Schrag: The Zigs and Zags of Education Reform 50 Years After Sputnik

[courtesy of California Progress Report]

Schrag.gif By Peter Schrag

This week marks the 50th anniversary of the launching of Sputnik, the Russian space satellite that, among other things, nationalized education as it had never been before.

In beating us into space, it was widely charged, the Soviets not only showed their superiority in science and technology but revealed America's dangerous educational failures. If we didn't shape up the schools, they'd win the Cold War. The date was Oct. 4, 1957.

As Congress struggles with re-authorization of NCLB, No Child Left Behind, the nation's complex education law, and California faces the governor's promised "year of education," it's a useful anniversary to remember.

In the half century since Sputnik, we've had an orgy of school reform, state and federal, beginning with NDEA, the National Defense Education Act of 1958, through NAEP, the National Assessment of Educational Progress testing program (now calling itself "the nation's report card"), to ESEA, the Elementary and Secondary Education Act of 1965, and NCLB, the great Bush-era reform of 2002.

We've gone from merging little high schools into big schools so they could offer richer programs, then back to programs to break them up into small schools; from phonics to whole language and back; from less homework to more homework; from holding failing kids back to social promotion and then (again) to retaining those who didn't make the grade.
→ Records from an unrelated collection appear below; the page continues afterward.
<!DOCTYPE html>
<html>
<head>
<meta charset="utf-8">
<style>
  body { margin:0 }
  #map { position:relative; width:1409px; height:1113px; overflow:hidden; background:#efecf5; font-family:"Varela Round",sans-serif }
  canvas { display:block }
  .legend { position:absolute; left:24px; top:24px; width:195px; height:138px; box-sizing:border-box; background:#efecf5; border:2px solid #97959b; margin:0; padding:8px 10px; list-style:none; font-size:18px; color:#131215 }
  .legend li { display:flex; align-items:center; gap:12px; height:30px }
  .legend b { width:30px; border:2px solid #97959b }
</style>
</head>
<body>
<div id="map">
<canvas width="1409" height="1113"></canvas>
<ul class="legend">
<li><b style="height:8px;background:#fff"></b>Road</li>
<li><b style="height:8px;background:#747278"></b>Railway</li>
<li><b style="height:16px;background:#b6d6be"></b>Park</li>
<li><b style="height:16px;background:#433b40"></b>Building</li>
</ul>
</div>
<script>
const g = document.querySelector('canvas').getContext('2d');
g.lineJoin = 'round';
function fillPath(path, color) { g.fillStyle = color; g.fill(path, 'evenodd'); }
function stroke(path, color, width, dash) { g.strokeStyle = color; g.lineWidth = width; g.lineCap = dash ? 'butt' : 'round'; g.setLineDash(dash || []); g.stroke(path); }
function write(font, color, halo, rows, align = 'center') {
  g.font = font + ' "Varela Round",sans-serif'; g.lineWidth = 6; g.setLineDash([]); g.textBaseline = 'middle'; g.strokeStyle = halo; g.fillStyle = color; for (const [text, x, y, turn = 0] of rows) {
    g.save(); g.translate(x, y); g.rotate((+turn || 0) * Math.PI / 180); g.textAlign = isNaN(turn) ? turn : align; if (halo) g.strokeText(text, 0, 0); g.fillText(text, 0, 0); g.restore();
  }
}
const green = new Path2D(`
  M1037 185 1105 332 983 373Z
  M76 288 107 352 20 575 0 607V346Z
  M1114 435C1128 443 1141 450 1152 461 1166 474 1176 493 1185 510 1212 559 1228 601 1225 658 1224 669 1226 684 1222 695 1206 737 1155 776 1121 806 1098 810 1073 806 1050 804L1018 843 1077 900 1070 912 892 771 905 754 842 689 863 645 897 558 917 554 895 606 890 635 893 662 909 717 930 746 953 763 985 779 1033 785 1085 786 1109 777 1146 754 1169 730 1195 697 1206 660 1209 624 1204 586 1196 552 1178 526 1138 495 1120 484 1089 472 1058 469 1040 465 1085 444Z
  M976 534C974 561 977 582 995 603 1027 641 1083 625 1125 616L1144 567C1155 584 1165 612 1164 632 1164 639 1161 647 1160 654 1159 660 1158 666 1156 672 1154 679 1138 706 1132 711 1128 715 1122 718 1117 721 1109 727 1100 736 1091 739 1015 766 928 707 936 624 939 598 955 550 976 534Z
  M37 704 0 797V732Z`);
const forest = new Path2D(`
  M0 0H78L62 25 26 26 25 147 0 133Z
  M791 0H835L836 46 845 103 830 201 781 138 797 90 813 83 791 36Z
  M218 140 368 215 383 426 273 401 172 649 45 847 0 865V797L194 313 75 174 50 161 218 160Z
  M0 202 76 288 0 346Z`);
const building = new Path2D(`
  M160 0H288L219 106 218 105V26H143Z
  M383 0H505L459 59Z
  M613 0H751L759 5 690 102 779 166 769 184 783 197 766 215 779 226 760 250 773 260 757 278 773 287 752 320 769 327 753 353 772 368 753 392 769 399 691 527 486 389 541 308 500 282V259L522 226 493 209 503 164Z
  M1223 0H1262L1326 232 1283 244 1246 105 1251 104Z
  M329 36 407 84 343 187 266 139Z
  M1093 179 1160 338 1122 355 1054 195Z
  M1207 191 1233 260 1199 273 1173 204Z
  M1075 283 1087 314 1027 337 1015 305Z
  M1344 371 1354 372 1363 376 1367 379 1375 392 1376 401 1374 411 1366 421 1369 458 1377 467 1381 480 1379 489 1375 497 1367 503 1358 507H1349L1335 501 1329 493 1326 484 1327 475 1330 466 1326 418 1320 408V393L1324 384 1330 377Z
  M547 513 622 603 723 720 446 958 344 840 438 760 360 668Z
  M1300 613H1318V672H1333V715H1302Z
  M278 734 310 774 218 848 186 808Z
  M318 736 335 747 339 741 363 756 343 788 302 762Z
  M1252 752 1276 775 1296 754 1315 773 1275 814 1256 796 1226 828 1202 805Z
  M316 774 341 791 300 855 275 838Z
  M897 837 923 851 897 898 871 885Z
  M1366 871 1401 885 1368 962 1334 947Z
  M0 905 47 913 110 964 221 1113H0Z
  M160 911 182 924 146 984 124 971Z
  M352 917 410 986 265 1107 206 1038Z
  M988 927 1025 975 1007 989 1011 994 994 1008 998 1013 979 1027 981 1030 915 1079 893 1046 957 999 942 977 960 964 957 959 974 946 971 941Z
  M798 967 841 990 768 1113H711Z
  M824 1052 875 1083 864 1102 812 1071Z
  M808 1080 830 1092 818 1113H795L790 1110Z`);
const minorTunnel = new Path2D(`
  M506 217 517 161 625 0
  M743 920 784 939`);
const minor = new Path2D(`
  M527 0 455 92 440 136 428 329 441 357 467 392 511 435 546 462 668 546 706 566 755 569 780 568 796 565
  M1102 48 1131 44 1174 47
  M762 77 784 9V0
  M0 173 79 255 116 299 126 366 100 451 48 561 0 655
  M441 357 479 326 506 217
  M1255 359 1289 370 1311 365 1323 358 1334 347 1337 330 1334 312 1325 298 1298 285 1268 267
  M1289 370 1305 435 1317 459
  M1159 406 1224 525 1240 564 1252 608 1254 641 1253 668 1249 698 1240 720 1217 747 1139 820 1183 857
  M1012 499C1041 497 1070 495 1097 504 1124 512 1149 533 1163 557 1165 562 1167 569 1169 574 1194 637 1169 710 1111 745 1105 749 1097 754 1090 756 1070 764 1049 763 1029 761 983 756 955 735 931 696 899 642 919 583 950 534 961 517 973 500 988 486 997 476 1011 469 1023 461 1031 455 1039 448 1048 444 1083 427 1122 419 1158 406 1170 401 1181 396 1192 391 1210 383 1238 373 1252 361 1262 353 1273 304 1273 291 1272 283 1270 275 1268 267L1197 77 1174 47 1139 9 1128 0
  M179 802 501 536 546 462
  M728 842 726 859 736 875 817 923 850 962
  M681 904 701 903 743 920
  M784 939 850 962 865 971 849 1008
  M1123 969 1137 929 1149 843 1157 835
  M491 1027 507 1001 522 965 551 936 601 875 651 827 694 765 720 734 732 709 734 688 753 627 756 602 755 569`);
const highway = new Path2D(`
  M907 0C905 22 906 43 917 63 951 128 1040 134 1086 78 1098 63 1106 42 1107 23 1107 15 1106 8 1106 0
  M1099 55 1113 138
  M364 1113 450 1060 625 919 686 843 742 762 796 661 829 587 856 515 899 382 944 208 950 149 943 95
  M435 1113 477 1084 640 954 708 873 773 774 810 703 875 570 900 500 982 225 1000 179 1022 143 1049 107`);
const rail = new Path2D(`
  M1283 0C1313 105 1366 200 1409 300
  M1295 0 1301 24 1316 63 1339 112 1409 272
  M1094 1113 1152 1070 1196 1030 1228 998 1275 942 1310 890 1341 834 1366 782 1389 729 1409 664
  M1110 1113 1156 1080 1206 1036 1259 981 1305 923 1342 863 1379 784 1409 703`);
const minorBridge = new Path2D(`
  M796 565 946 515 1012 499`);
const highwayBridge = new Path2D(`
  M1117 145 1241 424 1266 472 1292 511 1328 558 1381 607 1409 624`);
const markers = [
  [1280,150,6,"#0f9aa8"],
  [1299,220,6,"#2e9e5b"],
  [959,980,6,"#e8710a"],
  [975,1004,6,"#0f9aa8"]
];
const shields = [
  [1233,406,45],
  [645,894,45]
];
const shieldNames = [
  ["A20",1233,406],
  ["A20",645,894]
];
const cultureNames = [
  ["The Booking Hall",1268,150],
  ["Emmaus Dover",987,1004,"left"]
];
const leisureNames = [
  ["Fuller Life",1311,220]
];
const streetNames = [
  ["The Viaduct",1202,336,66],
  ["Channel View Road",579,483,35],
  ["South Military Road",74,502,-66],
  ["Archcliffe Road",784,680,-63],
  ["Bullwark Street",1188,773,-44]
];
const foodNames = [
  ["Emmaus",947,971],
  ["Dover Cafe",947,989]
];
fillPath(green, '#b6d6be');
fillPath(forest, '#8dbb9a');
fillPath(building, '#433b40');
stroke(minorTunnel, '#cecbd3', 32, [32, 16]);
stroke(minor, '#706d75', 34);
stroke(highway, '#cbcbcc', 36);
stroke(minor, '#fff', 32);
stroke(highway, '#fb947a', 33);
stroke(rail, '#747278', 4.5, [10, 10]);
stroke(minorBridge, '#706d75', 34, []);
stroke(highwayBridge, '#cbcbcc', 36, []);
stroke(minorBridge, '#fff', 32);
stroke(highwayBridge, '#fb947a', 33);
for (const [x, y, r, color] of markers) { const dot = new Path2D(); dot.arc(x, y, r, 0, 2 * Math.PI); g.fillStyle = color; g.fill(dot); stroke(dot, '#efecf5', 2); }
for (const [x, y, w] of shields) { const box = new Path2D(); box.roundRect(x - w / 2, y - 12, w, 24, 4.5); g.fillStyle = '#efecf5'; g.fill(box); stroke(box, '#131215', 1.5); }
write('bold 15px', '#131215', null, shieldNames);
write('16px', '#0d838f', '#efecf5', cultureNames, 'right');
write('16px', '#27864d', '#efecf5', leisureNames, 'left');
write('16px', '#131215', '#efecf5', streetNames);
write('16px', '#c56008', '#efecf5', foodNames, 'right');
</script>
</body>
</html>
Ditto for magnet schools, open schools, "whole school reforms," busing, compensatory education, drug-abuse and sex-ed programs, direct instruction, discovery learning, and an endless parade of testing schemes and new curricula in math, science and history, many of them loudly introduced, then quietly abandoned.

And, as with the response to Sputnik, we've had no end of warnings from high level commissions that if we didn't improve schools, the Germans and the Japanese would beat our economic brains out or (more recently) that the Chinese and the Indians would do it. The consistent message: The schools could (and must) do it all. In the meantime, other critical economic and social service programs have been neglected.

There's hardly a politician or a business spokesperson who isn't an apostle of the faith. Just last week, President Bush declared that the latest NAEP test scores in reading and math showed that NCLB, the last vestige of his compassionate conservatism, was working. He thus measured one shaky premise with numbers from another.